Bir şey hakkında üç şey

Christina’nın dünyası, Andrew Wyeth
Christina’nın dünyası, Andrew Wyeth

"Birçok ressamla aramdaki fark, modellerimle kişisel bir temasta bulunmayı gerekli görmemdir." diyen Wyeth, gerçekçilik akımının ısrarlı bir takipçisi olarak görülüyor. Öyle ki resim sanatında eğilimler değişirken o gerçekçiliğe sıkı sıkıya bağlı kalmış ve bu yüzden eleştirilmiş.

1- ANDREW WYETH:

Bir resmin derinliklerine inmek için zannediyorum önce ressamını biraz tanımak gerekir. Söze Andrew Wyeth'ın ne kadar yetenekli olduğundan bahsederek başlamak yersiz olur ama babasının da ünlü bir ressam olduğunu ve entelektüel bir aile ortamında yetiştiğini söyleyebiliriz. Wyeth'ın bu yeteneği çok küçük yaşta fark edilmiş ve özellikle kırsal bölgeleri resmetme biçimiyle kısa sürede ün kazanmış. Öyle ki Wyeth'ın genç yaşta yakaladığı bu başarı, babasının onu kıskanmasına bile neden olmuş. Wyeth, çok sevdiği babasının tren kazasında ölmesinden üç sene sonra ise Christina'nın Dünyası'nı tamamlamış. Bu eser epey ilgi görmüş ve Wyeth devam eden süreçte şöhretini Time dergisine kapak olacak kadar artırmış. Sanat anlayışında ısrar etmesi nedeniyle bir dönem ünü azalsa da (dünyayı çalkalayan savaş ve ayaklanmalar resimlerini pek etkilememiş gibi görünüyor) daha sonra itibarı iade edilmiş ve biz de şimdi bu sayede, 1948 yılında tamamlanan Christina'nın Dünyası hakkında konuşabiliyoruz.

2- BÜYÜLÜ GERÇEKÇİLİK:

"Birçok ressamla aramdaki fark, modellerimle kişisel bir temasta bulunmayı gerekli görmemdir." diyen Wyeth, gerçekçilik akımının ısrarlı bir takipçisi olarak görülüyor.

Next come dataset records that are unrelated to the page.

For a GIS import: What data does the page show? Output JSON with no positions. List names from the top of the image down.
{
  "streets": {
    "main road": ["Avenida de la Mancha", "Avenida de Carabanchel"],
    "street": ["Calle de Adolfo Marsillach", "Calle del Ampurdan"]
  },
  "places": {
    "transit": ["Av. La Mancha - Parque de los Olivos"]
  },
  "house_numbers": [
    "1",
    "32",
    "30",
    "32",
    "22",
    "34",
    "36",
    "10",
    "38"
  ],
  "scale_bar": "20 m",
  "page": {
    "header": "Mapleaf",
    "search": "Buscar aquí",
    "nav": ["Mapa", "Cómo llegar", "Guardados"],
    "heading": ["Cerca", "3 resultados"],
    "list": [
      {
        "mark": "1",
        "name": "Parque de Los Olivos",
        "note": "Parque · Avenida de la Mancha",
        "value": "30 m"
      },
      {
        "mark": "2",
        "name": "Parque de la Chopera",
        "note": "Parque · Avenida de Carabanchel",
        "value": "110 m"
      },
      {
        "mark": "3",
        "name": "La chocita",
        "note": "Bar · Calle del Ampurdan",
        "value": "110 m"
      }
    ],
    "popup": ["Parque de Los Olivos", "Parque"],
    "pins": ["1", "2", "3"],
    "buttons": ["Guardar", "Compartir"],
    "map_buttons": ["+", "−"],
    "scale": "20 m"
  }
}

Öyle ki resim sanatında eğilimler değişirken o gerçekçiliğe sıkı sıkıya bağlı kalmış ve bu yüzden eleştirilmiş. Fakat onun gerçekçiliğinin kendine özgü atmosferini hissetmemek mümkün değil. Öyle ki bazı eleştirmenler resimleri için "büyülü gerçekçi" ifadesini bile kullanmış. Christina'nın Dünyası'nda Wyeth, yerde sürünen ve -kendi ifadesiyle- fiziksel olarak zayıf olsa da ruhen zayıf olmayan bir karakteri, bahçede yaban mersini toplayan felçli komşusunu resmetmiş. Bunu yaparken model olarak karısını kullanan Wyeth, elli beş yaşındaki komşusu Christina Olson'un imgesi ile çok daha genç olan karısının bedenini birleştirmiş ve ortaya kendine özgü bir büyülü gerçekçilik çıkmış. Ancak bu büyülü gerçekçilikte fantastik yok, olağanüstü öğeler yok ama tuhaf bir tekinsizlik, gerginliğe neden olan bir belirsizlik var. Ona yalın bir gerçekçi sıfatını yakıştıran eleştirmenleri haksız çıkaracak kadar ürkütücü ve tuhaf bir görüntü bu. "Büyü! Her şeyi yüce yapan şey. Derin bir sanat olan resim ile sadece bir nesnenin çizimi olan resim arasındaki fark." diyen Wyeth'a ben de büyülü gerçekçi demeyi daha uygun buluyorum.

3- SİNEMA:

Bu resmi anlamak için değil belki, ama daha çok sevmek için sinemayla olan ilişkisi üzerine düşünebiliriz. Öyle ki hakiki Tarkovski fanatiklerinin hemen fark edeceği üzere bu tablo esrarengiz şekilde Offret (Kurban) filminin o meşhur sahnesini andırıyor. Tarkovski filmlerindeki bazı sahneler ile Wyeth tabloları arasındaki benzerlik sadece bu resim ile sınırlı değil ve Tarkovski'nin Wyeth'tan etkilendiğini keşfetmek benim gibi bu işten pek de anlamayanlar için dahi çok kolay. Christina'nın Dünyası'nın etkisinin görüldüğü bir başka film olan Texas Chain Saw Massacre'da resmin tesiri daha açık şekilde görülüyor. Doğrusu sanatlar arasındaki bu ilişki şaşırtıcı derecede güçlü ve ilgi çekici. Durumu daha ilginç kılansa Wyeth'ın sinema için ilham verici resimler yaparken ironik şekilde sinemadan da beslenmiş olması. King Vidor'un Big Parade'ı Ingmar Bergman'ın Seventh Deal'ı ilham aldığı filmler arasında gösterilebilir. (King Vidor seneler sonra Big Parade filmini yüzlerce kez izlediğini iddia eden Wyeth ile tanışacak ve onun hakkında The Metaphor adlı bir belgesel de çekecektir.) Ama Wyeth'ın filmlere olan takıntısı hakkında söylenenler, bize sinemanın Wyeth'ın resimlerindeki izlerinin bunlarla sınırlı olmadığını işaret ediyor. Ressamın sinema perdesine tesiri hakkında da bilmediğimiz, dikkatli sanatseverler tarafından keşfedilmeyi bekleyen birçok şey daha olabilir. Sanırım bu da işin en keyifli tarafı.